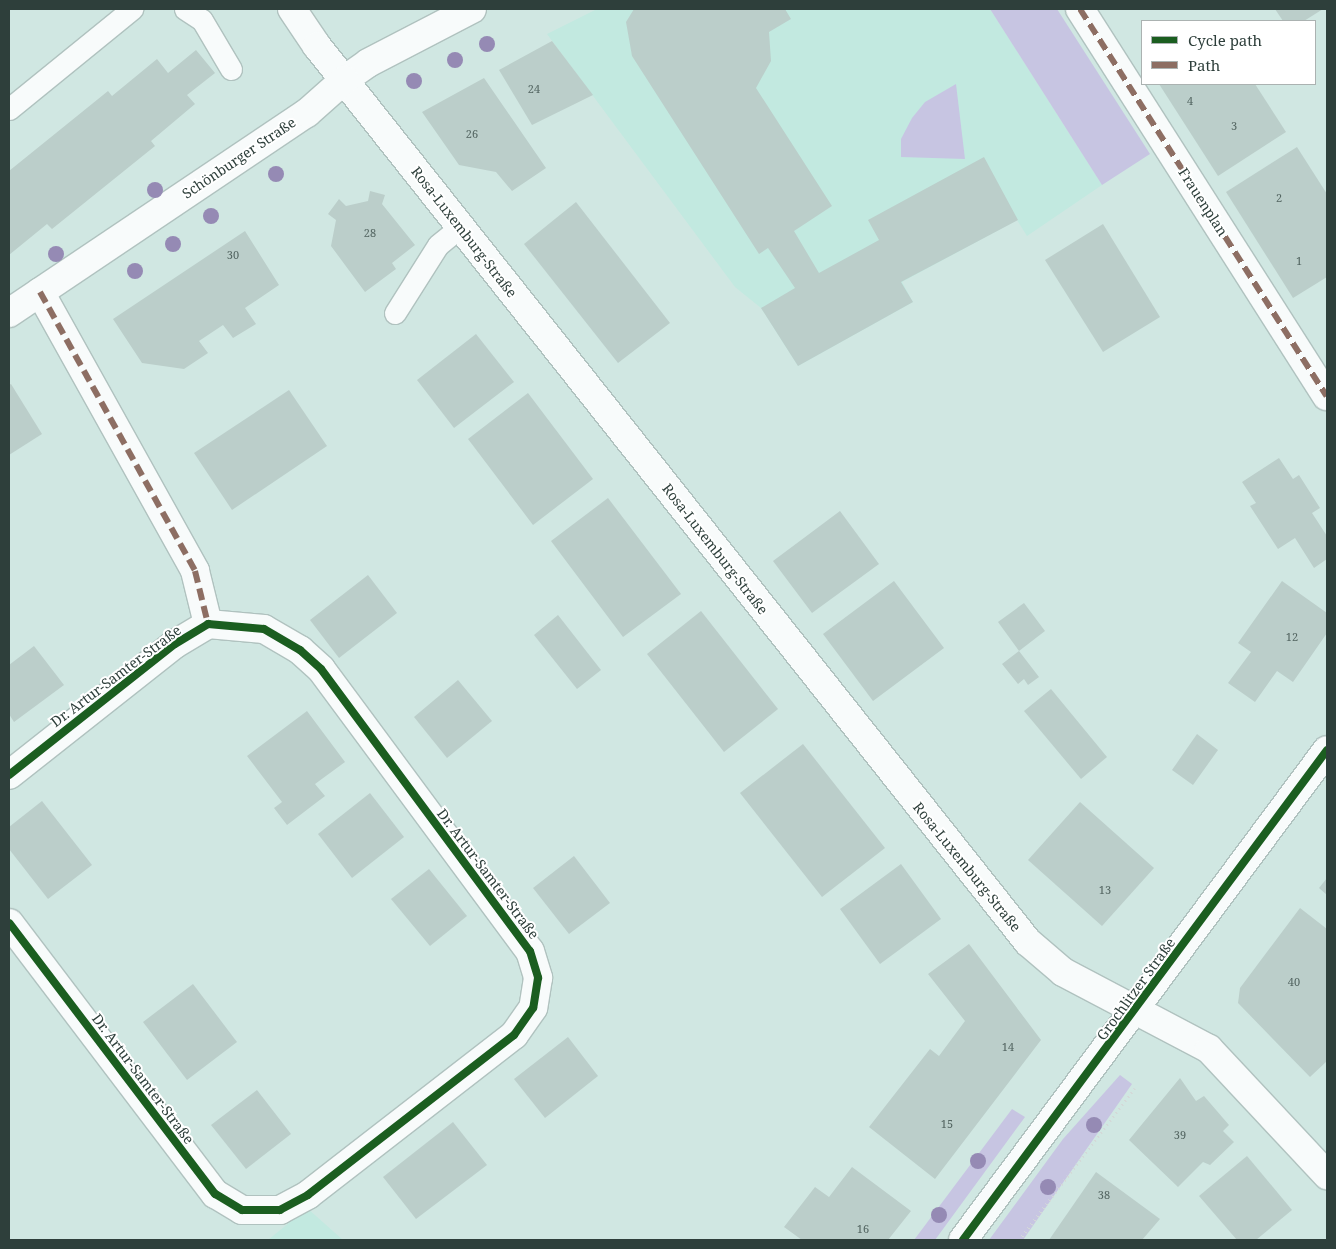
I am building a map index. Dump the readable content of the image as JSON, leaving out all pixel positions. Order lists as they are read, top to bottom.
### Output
{
  "streets": {
    "street": [
      "Schönburger Straße",
      "Frauenplan",
      "Rosa-Luxemburg-Straße",
      "Dr. Artur-Samter-Straße",
      "Grochlitzer Straße"
    ]
  },
  "crossings": [
    ["Schönburger Straße", "Rosa-Luxemburg-Straße"],
    ["Rosa-Luxemburg-Straße", "Grochlitzer Straße"]
  ],
  "house_numbers": [
    "24",
    "4",
    "3",
    "26",
    "2",
    "28",
    "30",
    "1",
    "12",
    "13",
    "40",
    "14",
    "15",
    "39",
    "38",
    "16"
  ],
  "legend": ["Cycle path", "Path"]
}
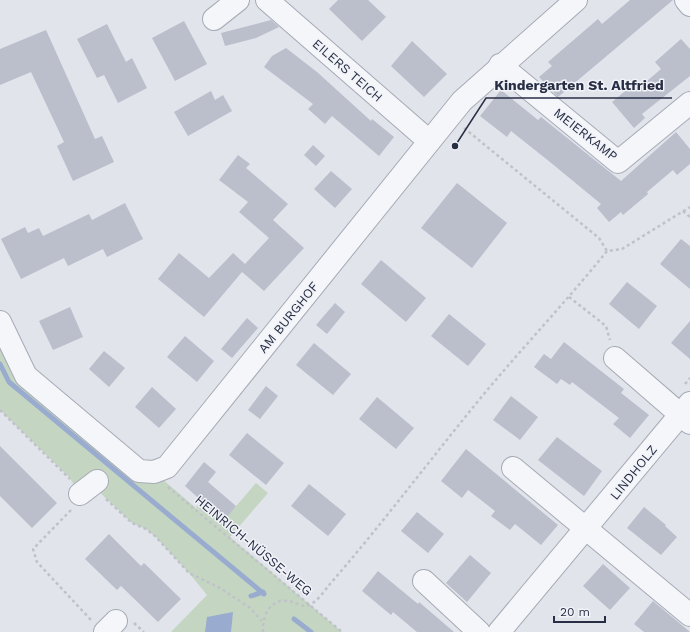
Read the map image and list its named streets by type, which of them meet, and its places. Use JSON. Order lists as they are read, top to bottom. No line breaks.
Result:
{"streets":{"street":["EILERS TEICH","MEIERKAMP","AM BURGHOF","LINDHOLZ"],"path":["HEINRICH-NÜSSE-WEG"]},"crossings":[["EILERS TEICH","AM BURGHOF"],["MEIERKAMP","AM BURGHOF"],["AM BURGHOF","HEINRICH-NÜSSE-WEG"]],"places":["Kindergarten St. Altfried"],"scale_bar":"20 m"}
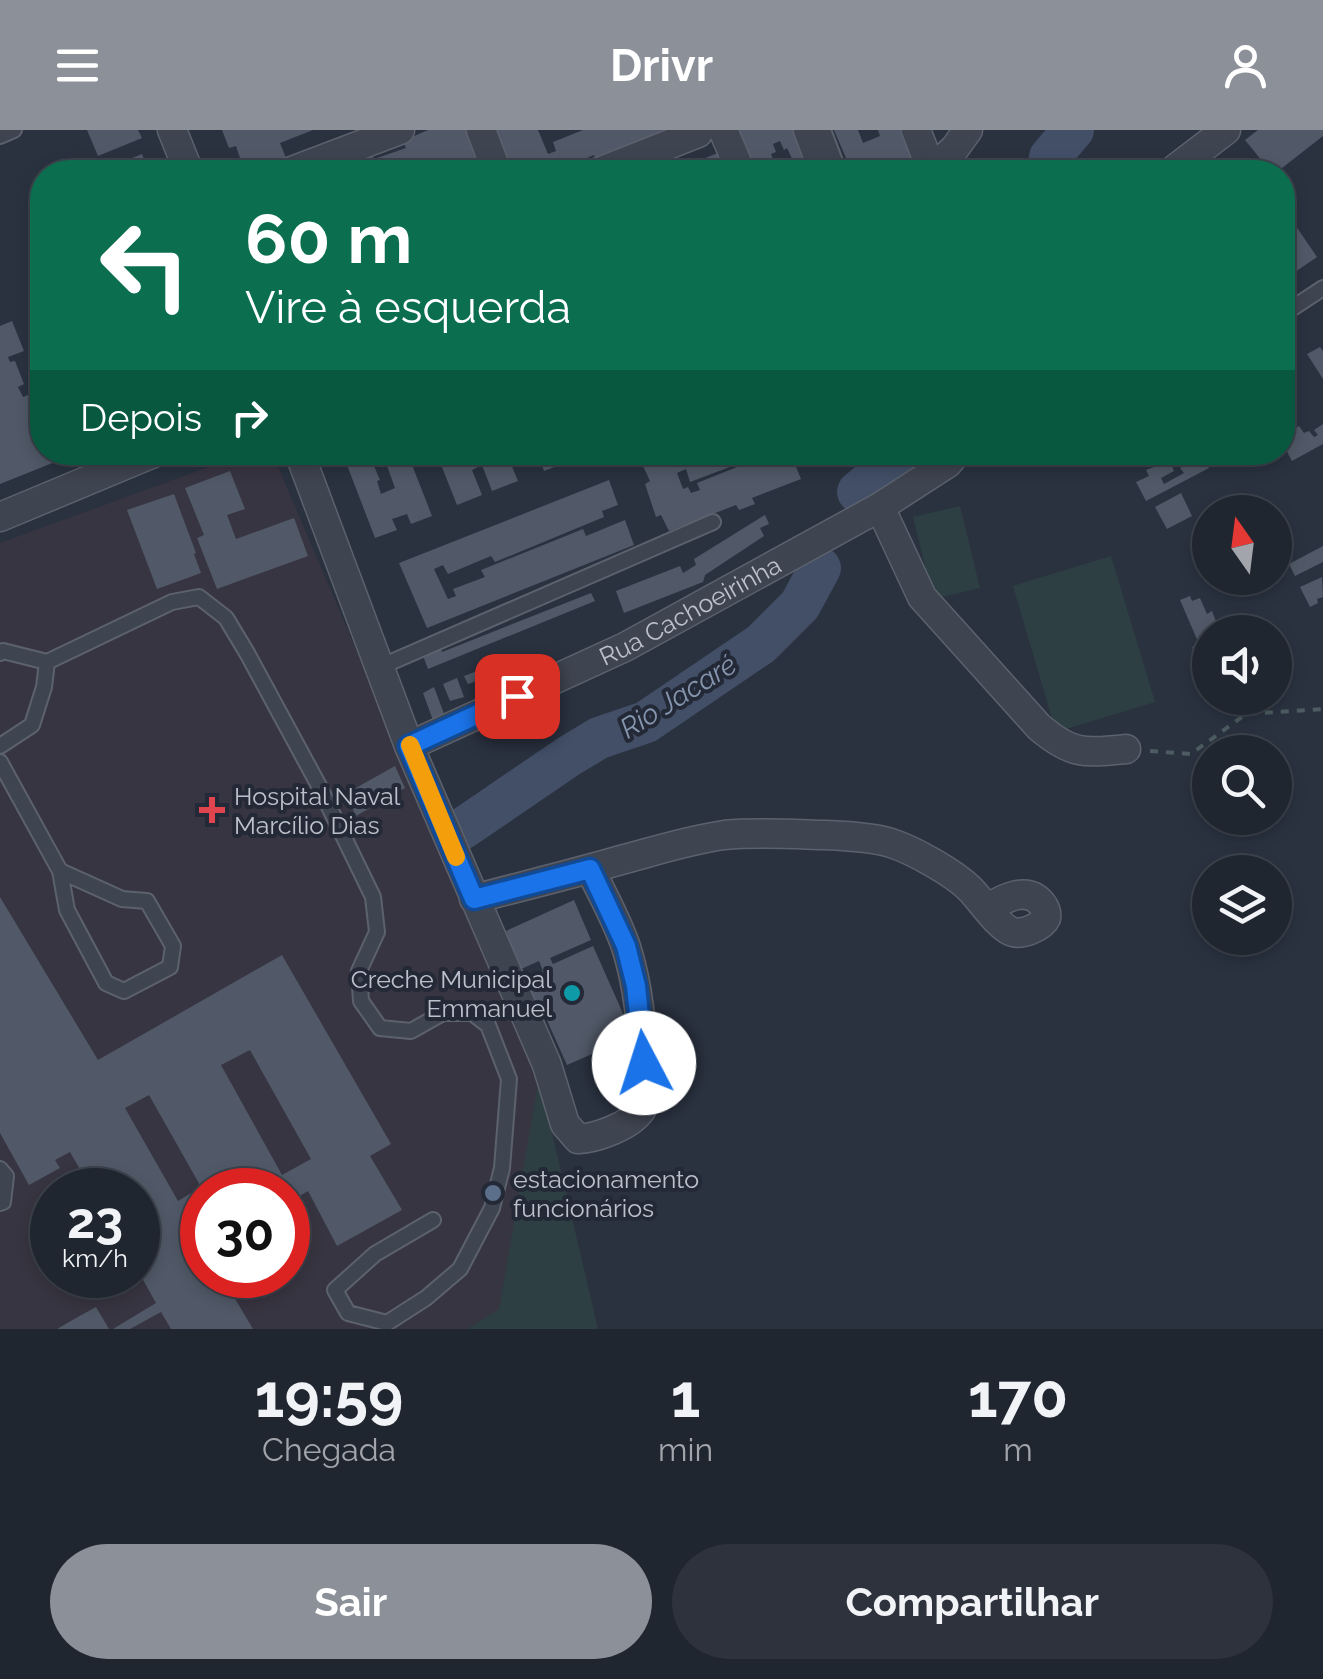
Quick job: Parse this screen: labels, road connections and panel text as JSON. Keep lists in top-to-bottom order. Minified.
{"streets":{"street":["Rua Cachoeirinha"]},"water":["Rio Jacaré"],"places":{"health":["Hospital Naval Marcílio Dias"],"other":["Creche Municipal Emmanuel","estacionamento funcionários"]},"north":"top","page":{"header":"Drivr","turn":["60 m","Vire à esquerda"],"then":"Depois","speed":"23 km/h","limit":"30","eta":["19:59","Chegada","1","min","170","m"],"buttons":["Sair","Compartilhar"]}}
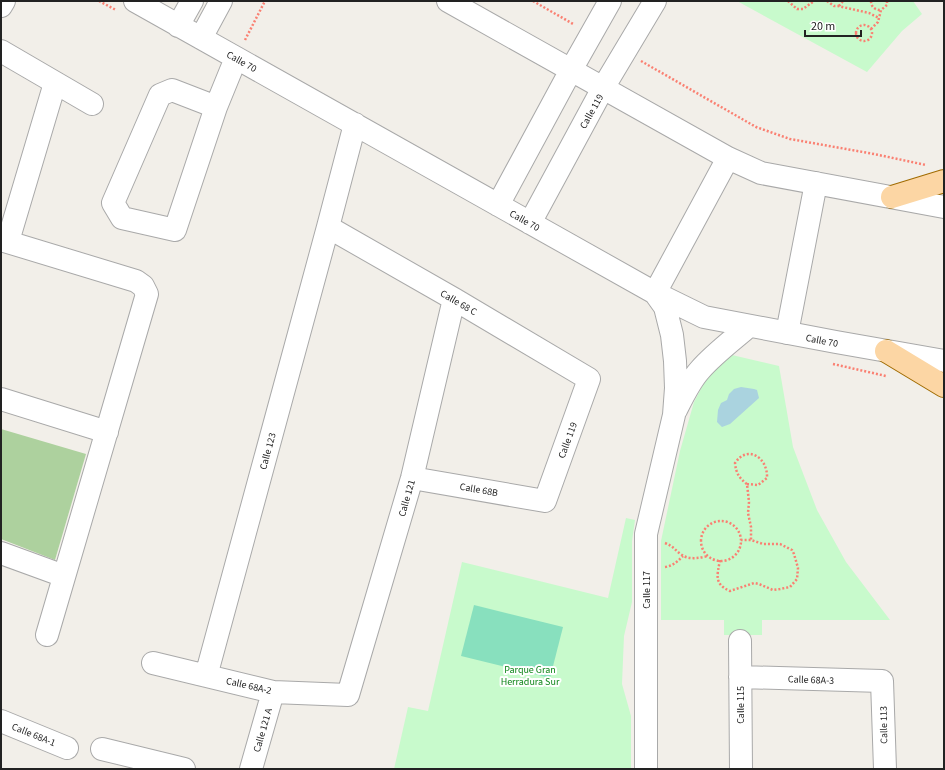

### Task instructions
Retype all entries exactly as they appear, dropping the images.

### Your solution
I am building a map index. Dump the readable content of the image as JSON, leaving out all pixel positions. Order lists as they are read, top to bottom.
### Output
{
  "streets": {
    "street": [
      "Schönburger Straße",
      "Frauenplan",
      "Rosa-Luxemburg-Straße",
      "Dr. Artur-Samter-Straße",
      "Grochlitzer Straße"
    ]
  },
  "crossings": [
    ["Schönburger Straße", "Rosa-Luxemburg-Straße"],
    ["Rosa-Luxemburg-Straße", "Grochlitzer Straße"]
  ],
  "house_numbers": [
    "24",
    "4",
    "3",
    "26",
    "2",
    "28",
    "30",
    "1",
    "12",
    "13",
    "40",
    "14",
    "15",
    "39",
    "38",
    "16"
  ],
  "legend": ["Cycle path", "Path"]
}
Read the map image and list its named streets by type, which of them meet, and its places. Use JSON. Order lists as they are read, top to bottom. No line breaks.
Result:
{"streets":{"street":["EILERS TEICH","MEIERKAMP","AM BURGHOF","LINDHOLZ"],"path":["HEINRICH-NÜSSE-WEG"]},"crossings":[["EILERS TEICH","AM BURGHOF"],["MEIERKAMP","AM BURGHOF"],["AM BURGHOF","HEINRICH-NÜSSE-WEG"]],"places":["Kindergarten St. Altfried"],"scale_bar":"20 m"}
Quick job: Parse this screen: labels, road connections and panel text as JSON. Keep lists in top-to-bottom order. Minified.
{"streets":{"street":["Rua Cachoeirinha"]},"water":["Rio Jacaré"],"places":{"health":["Hospital Naval Marcílio Dias"],"other":["Creche Municipal Emmanuel","estacionamento funcionários"]},"north":"top","page":{"header":"Drivr","turn":["60 m","Vire à esquerda"],"then":"Depois","speed":"23 km/h","limit":"30","eta":["19:59","Chegada","1","min","170","m"],"buttons":["Sair","Compartilhar"]}}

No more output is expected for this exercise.